A escolha e aquisição de mobiliário visava naturalmente o conforto dos residentes mas era também um instrumento de representação social para as ocasiões em que se recebia; uma forma de afirmação do estatuto e de promoção do seu reconhecimento. Esse mobiliário impunha-se visualmente pelo seu valor intrínseco (no que se refere aos materiais e aos méritos dos artistas e fabricantes), mas também por poder ter associado um carácter funcional promotor de práticas e hábitos sociais reconhecidos como próprios da high life. O piano e os jogos de sala como o bilhar eram disso um bom exemplo.
No contexto da afirmação do prestígio social, as visitas e o receber socialmente – ou o que mais genericamente se enquadrava à época na designada mundanidade – desempenhavam um papel importante. As ocasiões para visitar são múltiplas, como por exemplo, as “visitas de digestão” realizadas nos oito dias que se seguiam a um jantar ou a um baile para que se foi convidado, de forma a fazer o balanço e os comentários ao evento.
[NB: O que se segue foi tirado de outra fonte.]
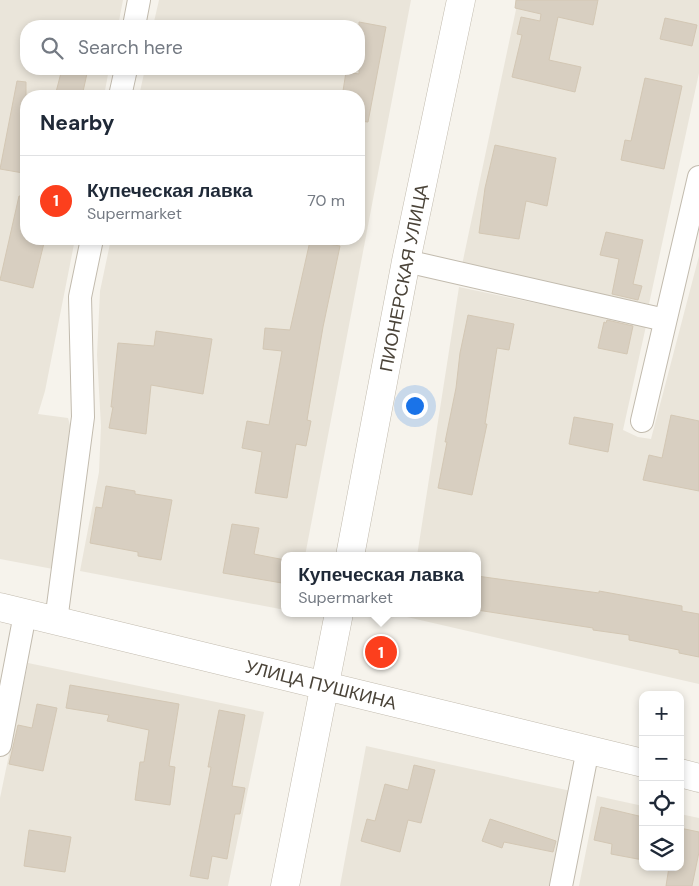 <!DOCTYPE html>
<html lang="en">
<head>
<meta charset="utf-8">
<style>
	body { margin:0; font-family:"DM Sans",sans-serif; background:#f2f2f3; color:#1f2937 }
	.controls { position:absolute; right:15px; bottom:15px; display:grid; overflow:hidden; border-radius:10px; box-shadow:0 2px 8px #0003 }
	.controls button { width:45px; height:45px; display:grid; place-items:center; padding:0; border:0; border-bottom:1px solid #e0e1e3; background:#fff; color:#1f2937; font:25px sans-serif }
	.you { position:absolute; left:414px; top:405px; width:18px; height:18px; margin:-12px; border:4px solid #fff; border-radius:50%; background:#1a73e8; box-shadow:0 0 0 8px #1a73e833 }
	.badge { display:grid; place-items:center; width:32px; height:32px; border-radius:50%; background:#fc3f1d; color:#fff; font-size:16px; font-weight:700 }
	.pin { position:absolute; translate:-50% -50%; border:2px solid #fff; box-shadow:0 1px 5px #0006 }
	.popup { position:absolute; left:281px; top:552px; width:200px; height:65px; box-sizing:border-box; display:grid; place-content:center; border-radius:10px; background:#fff; filter:drop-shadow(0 1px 4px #0005); font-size:16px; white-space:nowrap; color:#747a83 }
	.popup b { font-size:19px; color:#1f2937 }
	.popup::after { content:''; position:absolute; left:50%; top:100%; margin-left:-10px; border:10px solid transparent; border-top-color:#fff }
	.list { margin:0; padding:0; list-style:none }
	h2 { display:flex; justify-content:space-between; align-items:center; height:65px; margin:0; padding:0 20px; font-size:21px }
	h2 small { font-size:16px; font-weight:400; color:#747a83 }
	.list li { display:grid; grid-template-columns:32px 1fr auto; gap:15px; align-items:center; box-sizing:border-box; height:90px; padding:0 20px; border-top:1px solid #e0e1e3 }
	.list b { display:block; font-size:19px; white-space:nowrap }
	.list p { margin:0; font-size:16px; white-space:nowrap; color:#747a83 }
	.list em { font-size:16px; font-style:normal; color:#747a83 }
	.icon { flex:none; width:28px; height:28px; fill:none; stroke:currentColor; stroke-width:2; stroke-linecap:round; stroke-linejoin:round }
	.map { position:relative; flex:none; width:699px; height:886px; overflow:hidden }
	.search { position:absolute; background:#fff; box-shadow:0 2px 8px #0003; left:20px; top:20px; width:345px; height:55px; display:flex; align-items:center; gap:12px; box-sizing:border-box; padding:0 18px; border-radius:20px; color:#747a83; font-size:19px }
	.panel { position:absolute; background:#fff; box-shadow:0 2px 8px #0003; left:20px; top:90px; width:345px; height:155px; border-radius:20px }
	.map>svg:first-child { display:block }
	.residential { fill:#eae5da }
	.building { fill:#d8cfc1; stroke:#d3c7b4 }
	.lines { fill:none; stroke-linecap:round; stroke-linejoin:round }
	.minor-casing { stroke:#c2bbae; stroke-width:24 }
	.tertiary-casing { stroke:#c2bbae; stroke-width:29 }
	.minor { stroke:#fff; stroke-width:22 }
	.tertiary { stroke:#fff; stroke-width:28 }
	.labels { text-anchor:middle; stroke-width:4; stroke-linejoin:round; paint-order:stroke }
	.street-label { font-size:18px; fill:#4b4439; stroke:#fff }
</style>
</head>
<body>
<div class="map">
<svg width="699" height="886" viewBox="0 0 699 886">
	<rect width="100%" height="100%" fill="#f6f3ec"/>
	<!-- residential -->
	<path class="residential" d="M0,0H123L118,26H26V69H109L104,96H26V239H75L45,391L38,414L68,418L72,432L53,569L0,559Z
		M159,0H411L305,556H285V610L80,571L99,472L101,426L97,355L100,291L111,239H359V96H139L145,69H359V26H153Z
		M518,0H699V73L649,304L462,265Z
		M699,256V684L407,617L408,613H477V556H417L459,287L646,326L623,430L638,437L651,439Z
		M28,663L264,712L228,886H0V798Z
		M366,746L571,791L553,886H340Z
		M597,796L643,806V867H680V814L699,818V886H579Z"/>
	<!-- building -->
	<path class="building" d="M516,0H598L593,25L558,17L549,60L581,67L575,92L512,77L522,35L517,34L521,17L540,21L541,14L515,8Z
		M665,18L697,25L692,46L660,39Z
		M359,22L386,27L368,122L359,121V94L343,91L346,72L359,74Z
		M62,69H88L82,96H55Z
		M645,78L682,86L664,169L621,160L625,140L631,141Z
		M17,81L26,82V159L23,173L0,169Z
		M495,145L556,158L547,206L526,201L519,239L479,233L485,188Z
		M19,196L26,197V239H45L33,288L0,280Z
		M606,232L643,240L633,284L642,286L638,300L612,294L619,259L600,255Z
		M310,241L340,246L323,327L307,420L311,421L306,446L296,444L287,498L255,493L262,452L242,448L247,421L269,425L282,351L263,349L265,328L290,330Z
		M468,315L514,324L509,350L497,348L485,424H487L472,495L438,488L447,442H445L456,388L460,353Z
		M607,320L633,326L627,354L598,348L604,322L606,323Z
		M156,331L212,339L203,394L151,385L146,434L109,428L113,407H111L118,343L154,346Z
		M671,415L699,421V491L643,480L649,455L662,458Z
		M574,417L613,424L608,452L569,444Z
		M106,486L135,491V494L172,500L161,560L138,556V552L90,543L96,507L102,508Z
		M232,524L259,528L254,554L285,560L282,583L223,573Z
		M477,576L599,593V591L682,606V611L699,614V657L679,653V650L629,640V635L593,630V628L477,610Z
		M70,685L179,704L169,766L175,767L170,805L135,800L140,762H144L149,730L107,721L109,715L66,708Z
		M37,704L57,708L43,771L9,764L18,725L32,728Z
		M219,710L245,715L232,786L245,788L240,814H235L227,859L212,856L208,879L190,876L211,767H208Z
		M414,765L435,770L421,823L408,820L400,852L361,841L367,819L375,821L385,784L408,790Z
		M601,807L643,817V860L611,854L612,844L594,840Z
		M490,819L556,841L553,852L504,842L502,848L482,841Z
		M680,828L699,832V852L692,886H666L669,867H680Z
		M29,830L71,837L65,872L24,866Z"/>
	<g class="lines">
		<defs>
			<path id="minor" d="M134,26L139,0
				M120,96L126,69
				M406,261L665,320
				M642,421L699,177
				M56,621L83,417L80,297L92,239
				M0,745L25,614
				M561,886L588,749"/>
			<path id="tertiary" d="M350,556L406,261L461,0
				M0,607L643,763
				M680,773L699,778
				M285,886L339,613"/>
		</defs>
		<!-- minor casing -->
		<use href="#minor" class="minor-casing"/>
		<!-- tertiary casing -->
		<use href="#tertiary" class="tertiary-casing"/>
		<!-- minor -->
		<use href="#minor" class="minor"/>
		<!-- tertiary -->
		<use href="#tertiary" class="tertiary"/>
	</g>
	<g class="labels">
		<!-- street labels -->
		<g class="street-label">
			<text transform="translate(404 278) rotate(-79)" y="6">ПИОНЕРСКАЯ УЛИЦА</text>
			<text transform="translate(321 685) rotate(14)" y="6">УЛИЦА ПУШКИНА</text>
		</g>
	</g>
</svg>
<div class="controls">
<button>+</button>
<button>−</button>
<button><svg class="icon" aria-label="locate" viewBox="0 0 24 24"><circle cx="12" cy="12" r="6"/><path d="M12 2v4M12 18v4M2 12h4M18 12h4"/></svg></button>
<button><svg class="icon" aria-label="layers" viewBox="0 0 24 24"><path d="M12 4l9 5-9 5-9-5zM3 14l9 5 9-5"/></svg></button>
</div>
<div class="you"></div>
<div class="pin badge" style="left:381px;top:652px">1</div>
<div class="popup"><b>Купеческая лавка</b>Supermarket</div>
<div class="search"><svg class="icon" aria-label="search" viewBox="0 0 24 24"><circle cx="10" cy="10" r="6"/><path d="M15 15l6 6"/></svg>Search here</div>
<section class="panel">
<h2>Nearby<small></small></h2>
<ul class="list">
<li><span class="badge">1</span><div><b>Купеческая лавка</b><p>Supermarket</p></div><em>70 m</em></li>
</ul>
</section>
</div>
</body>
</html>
Havia também as visitas de “conveniência”, três ou quatro vezes por ano às pessoas com quem se deseja manter algumas relações, as visitas de felicitações (por casamento, um cargo importante que se obteve, uma condecoração), de condolências, de despedida e de regresso de uma viagem, para evitar o incómodo de uma deslocação àqueles que se arriscassem a uma visita quando se está ausente. Isto, claro está, para além das visitas de cerimónia, devidas aos superiores, uma vez por ano, em que a mulher devia acompanhar o marido.
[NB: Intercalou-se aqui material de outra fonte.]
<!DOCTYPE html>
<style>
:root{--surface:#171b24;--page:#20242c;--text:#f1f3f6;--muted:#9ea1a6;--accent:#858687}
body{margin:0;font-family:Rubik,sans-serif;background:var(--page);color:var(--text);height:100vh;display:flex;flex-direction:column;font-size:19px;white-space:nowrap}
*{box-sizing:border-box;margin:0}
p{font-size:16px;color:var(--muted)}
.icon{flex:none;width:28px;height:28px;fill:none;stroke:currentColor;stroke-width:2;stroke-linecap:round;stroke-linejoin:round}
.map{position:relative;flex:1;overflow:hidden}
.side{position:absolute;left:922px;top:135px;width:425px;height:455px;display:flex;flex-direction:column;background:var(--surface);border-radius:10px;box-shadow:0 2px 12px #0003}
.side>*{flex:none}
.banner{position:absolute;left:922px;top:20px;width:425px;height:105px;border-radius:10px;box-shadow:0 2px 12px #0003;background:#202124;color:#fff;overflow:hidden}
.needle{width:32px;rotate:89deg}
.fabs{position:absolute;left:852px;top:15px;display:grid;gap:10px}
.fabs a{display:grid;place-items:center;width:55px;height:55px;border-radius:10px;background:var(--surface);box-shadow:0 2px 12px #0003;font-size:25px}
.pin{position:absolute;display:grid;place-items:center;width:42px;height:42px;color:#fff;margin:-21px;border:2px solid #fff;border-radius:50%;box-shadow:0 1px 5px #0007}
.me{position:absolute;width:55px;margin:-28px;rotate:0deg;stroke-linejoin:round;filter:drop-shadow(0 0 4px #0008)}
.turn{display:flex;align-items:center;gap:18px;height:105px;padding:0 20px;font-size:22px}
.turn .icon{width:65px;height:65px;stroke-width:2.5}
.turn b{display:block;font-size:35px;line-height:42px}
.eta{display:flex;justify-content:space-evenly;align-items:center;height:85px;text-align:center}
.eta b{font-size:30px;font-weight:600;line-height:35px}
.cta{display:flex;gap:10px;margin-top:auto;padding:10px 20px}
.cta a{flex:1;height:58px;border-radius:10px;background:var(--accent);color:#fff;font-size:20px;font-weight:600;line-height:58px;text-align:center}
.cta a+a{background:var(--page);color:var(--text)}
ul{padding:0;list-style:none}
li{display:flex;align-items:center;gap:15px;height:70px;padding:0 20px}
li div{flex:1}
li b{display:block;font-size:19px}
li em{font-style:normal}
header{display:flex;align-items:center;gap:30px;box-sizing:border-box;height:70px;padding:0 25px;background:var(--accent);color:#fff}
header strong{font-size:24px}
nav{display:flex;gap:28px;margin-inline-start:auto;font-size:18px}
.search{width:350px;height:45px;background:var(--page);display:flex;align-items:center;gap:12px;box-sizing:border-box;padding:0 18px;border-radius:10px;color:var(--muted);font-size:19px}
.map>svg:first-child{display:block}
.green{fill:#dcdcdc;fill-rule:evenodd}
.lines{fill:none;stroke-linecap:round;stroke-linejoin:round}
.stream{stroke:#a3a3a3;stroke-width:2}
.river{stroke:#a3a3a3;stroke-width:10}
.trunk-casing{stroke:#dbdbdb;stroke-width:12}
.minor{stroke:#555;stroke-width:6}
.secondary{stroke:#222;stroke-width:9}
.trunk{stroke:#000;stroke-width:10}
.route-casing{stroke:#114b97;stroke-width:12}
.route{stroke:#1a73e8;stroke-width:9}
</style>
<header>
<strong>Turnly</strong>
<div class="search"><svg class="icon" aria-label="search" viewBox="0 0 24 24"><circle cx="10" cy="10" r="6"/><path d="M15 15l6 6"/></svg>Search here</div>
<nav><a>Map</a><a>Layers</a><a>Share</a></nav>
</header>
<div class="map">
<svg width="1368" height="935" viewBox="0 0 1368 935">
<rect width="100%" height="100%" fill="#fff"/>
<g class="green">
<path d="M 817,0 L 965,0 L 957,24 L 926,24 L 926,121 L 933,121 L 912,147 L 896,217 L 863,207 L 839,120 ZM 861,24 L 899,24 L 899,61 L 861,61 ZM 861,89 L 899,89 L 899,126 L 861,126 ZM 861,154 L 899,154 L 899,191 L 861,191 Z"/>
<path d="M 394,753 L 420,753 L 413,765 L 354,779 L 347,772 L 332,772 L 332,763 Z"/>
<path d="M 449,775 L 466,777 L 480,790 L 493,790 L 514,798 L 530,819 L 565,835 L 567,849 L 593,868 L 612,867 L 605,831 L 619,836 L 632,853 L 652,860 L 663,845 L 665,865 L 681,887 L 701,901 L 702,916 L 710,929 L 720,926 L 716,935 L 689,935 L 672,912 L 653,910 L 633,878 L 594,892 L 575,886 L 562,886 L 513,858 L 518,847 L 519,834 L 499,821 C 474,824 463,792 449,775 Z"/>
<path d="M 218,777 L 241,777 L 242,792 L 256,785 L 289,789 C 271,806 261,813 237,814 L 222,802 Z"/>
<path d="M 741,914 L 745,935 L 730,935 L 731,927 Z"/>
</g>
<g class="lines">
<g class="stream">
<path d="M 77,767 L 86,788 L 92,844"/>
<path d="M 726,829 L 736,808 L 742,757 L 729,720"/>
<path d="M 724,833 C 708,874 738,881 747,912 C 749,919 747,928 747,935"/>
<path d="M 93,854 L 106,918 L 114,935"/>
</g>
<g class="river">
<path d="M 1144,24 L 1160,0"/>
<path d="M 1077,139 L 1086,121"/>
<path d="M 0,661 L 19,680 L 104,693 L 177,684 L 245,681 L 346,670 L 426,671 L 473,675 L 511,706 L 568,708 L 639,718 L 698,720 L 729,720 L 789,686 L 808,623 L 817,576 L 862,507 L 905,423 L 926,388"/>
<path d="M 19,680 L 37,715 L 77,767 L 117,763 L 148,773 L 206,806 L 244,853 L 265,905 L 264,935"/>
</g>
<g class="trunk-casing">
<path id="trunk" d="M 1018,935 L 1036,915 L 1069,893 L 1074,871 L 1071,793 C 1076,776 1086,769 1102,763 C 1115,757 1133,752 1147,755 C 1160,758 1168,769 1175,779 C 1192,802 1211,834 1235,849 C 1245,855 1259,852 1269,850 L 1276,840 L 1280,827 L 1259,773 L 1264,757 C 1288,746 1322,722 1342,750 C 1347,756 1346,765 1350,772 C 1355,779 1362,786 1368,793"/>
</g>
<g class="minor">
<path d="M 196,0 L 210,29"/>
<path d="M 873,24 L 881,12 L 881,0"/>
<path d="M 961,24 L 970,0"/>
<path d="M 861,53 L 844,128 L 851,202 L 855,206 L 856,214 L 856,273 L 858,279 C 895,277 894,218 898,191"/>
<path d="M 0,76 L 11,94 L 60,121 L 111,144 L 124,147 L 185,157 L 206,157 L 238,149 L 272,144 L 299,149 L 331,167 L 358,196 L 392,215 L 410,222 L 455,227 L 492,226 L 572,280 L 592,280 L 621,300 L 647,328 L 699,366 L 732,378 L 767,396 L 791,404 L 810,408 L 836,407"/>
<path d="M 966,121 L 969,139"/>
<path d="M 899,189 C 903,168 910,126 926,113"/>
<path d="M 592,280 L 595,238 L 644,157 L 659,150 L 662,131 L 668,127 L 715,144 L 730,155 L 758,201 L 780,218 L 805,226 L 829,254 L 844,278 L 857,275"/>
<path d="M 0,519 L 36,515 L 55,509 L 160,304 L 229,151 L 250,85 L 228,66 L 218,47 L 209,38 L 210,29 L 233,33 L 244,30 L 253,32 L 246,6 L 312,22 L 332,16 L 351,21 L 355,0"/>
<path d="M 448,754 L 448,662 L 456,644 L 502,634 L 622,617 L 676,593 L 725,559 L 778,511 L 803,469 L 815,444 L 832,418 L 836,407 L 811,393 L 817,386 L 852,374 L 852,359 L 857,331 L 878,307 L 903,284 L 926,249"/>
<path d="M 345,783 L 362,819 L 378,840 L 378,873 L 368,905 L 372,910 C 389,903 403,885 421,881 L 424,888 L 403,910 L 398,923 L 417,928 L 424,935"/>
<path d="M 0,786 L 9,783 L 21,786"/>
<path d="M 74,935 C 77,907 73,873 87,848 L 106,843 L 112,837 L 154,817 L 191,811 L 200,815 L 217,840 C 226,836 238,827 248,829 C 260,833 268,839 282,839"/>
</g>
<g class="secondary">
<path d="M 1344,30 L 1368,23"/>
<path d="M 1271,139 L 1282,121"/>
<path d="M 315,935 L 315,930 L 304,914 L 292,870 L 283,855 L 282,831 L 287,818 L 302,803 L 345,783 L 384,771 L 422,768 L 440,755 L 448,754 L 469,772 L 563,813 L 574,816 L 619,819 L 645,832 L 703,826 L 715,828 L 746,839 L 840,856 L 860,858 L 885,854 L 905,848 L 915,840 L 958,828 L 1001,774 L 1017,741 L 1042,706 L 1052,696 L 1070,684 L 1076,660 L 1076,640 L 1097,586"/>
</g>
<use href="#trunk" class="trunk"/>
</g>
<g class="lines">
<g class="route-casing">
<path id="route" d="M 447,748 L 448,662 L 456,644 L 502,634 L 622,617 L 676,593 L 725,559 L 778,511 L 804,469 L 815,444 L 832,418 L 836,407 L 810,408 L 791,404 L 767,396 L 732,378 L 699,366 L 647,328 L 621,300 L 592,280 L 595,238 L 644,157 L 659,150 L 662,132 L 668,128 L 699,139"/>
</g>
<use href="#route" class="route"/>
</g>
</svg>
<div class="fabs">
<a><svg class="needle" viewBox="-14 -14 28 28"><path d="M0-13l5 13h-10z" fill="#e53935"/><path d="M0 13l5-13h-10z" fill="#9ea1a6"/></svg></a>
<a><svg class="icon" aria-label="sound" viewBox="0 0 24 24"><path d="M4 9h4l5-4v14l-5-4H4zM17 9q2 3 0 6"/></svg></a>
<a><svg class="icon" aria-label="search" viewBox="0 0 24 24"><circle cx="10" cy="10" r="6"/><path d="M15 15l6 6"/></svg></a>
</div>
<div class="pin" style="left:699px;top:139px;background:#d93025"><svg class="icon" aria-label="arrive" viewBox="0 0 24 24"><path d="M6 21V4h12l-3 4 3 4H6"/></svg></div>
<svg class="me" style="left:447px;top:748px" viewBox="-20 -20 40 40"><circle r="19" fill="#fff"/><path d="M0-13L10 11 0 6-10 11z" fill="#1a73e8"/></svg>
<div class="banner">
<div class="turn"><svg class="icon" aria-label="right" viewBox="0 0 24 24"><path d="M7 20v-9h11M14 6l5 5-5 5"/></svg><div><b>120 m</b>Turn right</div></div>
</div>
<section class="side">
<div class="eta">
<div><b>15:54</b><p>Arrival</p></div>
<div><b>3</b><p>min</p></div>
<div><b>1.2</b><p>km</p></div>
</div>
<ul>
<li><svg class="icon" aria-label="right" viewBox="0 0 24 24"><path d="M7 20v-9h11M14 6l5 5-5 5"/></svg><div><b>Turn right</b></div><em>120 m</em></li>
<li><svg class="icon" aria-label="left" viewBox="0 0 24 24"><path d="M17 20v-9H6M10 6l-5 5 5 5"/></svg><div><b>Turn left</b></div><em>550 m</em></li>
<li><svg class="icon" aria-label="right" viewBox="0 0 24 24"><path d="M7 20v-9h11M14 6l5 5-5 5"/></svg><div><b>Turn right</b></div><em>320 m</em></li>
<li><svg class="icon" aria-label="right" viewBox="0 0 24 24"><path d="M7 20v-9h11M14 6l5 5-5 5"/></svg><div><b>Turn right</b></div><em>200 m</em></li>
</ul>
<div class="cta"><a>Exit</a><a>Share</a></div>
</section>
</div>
Embora revestidas de um carácter de lazer, as visitas constituíam assim quase um encargo social do estatuto e do estilo de vida que se pretendia evidenciar. Se não se recebia socialmente, se não se franqueavam as portas do espaço de residência, era como representar no palco de um teatro sem plateia, ou seja, em vão... como num certo sentido em vão seria, naturalmente, a laboriosa atividade económica que, sem um programa de promoção do estatuto social conforme ao capital acumulado, deixaria de fazer sentido.
A pintura a fresco
Um dos aspetos mais relevante desta sala são as pinturas que revestem o teto. Trata-se de pintura a fresco, realizada sob encomenda dos Condes de Basto. Embora não se encontre assinada, é provável que esta obra se enquadre na escola de Francisco de Campos, autor das pinturas da Sala do Amor. O historiador de arte, Prof. Vítor Serrão, considera a hipótese de se tratar de pinturas da autoria do artista inglês Tomás Luís que as terá executado cerca do ano de 1583. Pouco se sabe sobre este pintor embora se pense que seja discípulo da escola maneirista de Francisco de Campos. A atribuição da autoria das pinturas baseia-se, comparativamente, no estilo e na perícia do artista, bem como nas temáticas representadas, muito similares às que podemos encontrar no Paço Ducal de Vila Viçosa e na Santa Casa da Misericórdia do Montijo.
A superfície da abóbada encontra-se dividida em 22 painéis losangulares. A composição é dominada largamente por motivos zoomórficos em que as aves, assumindo um particular destaque, se revestem de uma enorme carga simbólica, espelhando normas de conduta para o exercício do poder, associado a princípios de elevação espiritual.
A descodificação deste programa ilustra-se nas diversas representações que podemos observar como, por exemplo, nas imagens: a) da cegonha, símbolo de vigilância e de prudência, que aniquila a serpente, associada ao mal e aos vícios humanos; b) do pavão de cauda aberta denunciando o orgulho e a vaidade através da sua plumagem magnífica, que tem o contraponto no painel oposto da sala em que a mesma ave surge de cauda fechada como revelação de humildade e renúncia à arrogância do amor-próprio.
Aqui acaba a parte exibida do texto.